Task statement: Retype the whole of the data exactly.

Provided material:
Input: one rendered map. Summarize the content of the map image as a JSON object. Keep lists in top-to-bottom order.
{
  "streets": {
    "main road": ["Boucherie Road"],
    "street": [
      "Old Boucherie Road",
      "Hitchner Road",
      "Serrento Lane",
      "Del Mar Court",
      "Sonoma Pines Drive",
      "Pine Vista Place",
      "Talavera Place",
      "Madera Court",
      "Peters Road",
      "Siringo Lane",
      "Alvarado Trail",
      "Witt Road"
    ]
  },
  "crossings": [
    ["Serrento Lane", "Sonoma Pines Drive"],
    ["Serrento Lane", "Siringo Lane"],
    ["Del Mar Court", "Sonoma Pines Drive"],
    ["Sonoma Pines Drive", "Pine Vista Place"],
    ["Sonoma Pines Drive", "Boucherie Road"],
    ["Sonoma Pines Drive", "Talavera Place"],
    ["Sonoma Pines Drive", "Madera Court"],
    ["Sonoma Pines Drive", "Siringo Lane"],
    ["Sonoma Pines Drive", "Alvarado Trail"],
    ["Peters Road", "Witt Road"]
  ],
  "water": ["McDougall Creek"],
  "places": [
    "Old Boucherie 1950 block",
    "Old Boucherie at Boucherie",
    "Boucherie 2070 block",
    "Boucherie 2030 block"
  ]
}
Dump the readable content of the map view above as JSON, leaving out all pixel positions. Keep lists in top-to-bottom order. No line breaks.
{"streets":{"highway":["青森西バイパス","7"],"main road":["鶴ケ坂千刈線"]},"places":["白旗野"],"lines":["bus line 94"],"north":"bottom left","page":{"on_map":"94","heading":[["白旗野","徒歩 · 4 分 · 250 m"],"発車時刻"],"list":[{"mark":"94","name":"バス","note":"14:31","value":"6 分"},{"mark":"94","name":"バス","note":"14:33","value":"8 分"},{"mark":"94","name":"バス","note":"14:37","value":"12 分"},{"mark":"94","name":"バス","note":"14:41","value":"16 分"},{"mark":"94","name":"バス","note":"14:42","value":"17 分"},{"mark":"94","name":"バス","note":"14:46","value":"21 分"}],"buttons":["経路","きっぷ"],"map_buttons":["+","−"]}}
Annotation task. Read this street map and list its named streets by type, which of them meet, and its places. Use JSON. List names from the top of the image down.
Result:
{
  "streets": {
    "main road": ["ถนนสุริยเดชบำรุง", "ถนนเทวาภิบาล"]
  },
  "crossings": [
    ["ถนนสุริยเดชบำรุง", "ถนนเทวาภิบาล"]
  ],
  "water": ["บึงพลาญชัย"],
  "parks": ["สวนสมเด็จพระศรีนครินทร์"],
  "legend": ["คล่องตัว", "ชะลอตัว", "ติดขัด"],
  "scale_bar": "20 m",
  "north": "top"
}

Task result:
Input: one rendered map. Summarize the content of the map image as a JSON object. Keep lists in top-to-bottom order.
{
  "streets": {
    "main road": ["Boucherie Road"],
    "street": [
      "Old Boucherie Road",
      "Hitchner Road",
      "Serrento Lane",
      "Del Mar Court",
      "Sonoma Pines Drive",
      "Pine Vista Place",
      "Talavera Place",
      "Madera Court",
      "Peters Road",
      "Siringo Lane",
      "Alvarado Trail",
      "Witt Road"
    ]
  },
  "crossings": [
    ["Serrento Lane", "Sonoma Pines Drive"],
    ["Serrento Lane", "Siringo Lane"],
    ["Del Mar Court", "Sonoma Pines Drive"],
    ["Sonoma Pines Drive", "Pine Vista Place"],
    ["Sonoma Pines Drive", "Boucherie Road"],
    ["Sonoma Pines Drive", "Talavera Place"],
    ["Sonoma Pines Drive", "Madera Court"],
    ["Sonoma Pines Drive", "Siringo Lane"],
    ["Sonoma Pines Drive", "Alvarado Trail"],
    ["Peters Road", "Witt Road"]
  ],
  "water": ["McDougall Creek"],
  "places": [
    "Old Boucherie 1950 block",
    "Old Boucherie at Boucherie",
    "Boucherie 2070 block",
    "Boucherie 2030 block"
  ]
}
Dump the readable content of the map view above as JSON, leaving out all pixel positions. Keep lists in top-to-bottom order. No line breaks.
{"streets":{"highway":["青森西バイパス","7"],"main road":["鶴ケ坂千刈線"]},"places":["白旗野"],"lines":["bus line 94"],"north":"bottom left","page":{"on_map":"94","heading":[["白旗野","徒歩 · 4 分 · 250 m"],"発車時刻"],"list":[{"mark":"94","name":"バス","note":"14:31","value":"6 分"},{"mark":"94","name":"バス","note":"14:33","value":"8 分"},{"mark":"94","name":"バス","note":"14:37","value":"12 分"},{"mark":"94","name":"バス","note":"14:41","value":"16 分"},{"mark":"94","name":"バス","note":"14:42","value":"17 分"},{"mark":"94","name":"バス","note":"14:46","value":"21 分"}],"buttons":["経路","きっぷ"],"map_buttons":["+","−"]}}
Annotation task. Read this street map and list its named streets by type, which of them meet, and its places. Use JSON. List names from the top of the image down.
Result:
{
  "streets": {
    "main road": ["ถนนสุริยเดชบำรุง", "ถนนเทวาภิบาล"]
  },
  "crossings": [
    ["ถนนสุริยเดชบำรุง", "ถนนเทวาภิบาล"]
  ],
  "water": ["บึงพลาญชัย"],
  "parks": ["สวนสมเด็จพระศรีนครินทร์"],
  "legend": ["คล่องตัว", "ชะลอตัว", "ติดขัด"],
  "scale_bar": "20 m",
  "north": "top"
}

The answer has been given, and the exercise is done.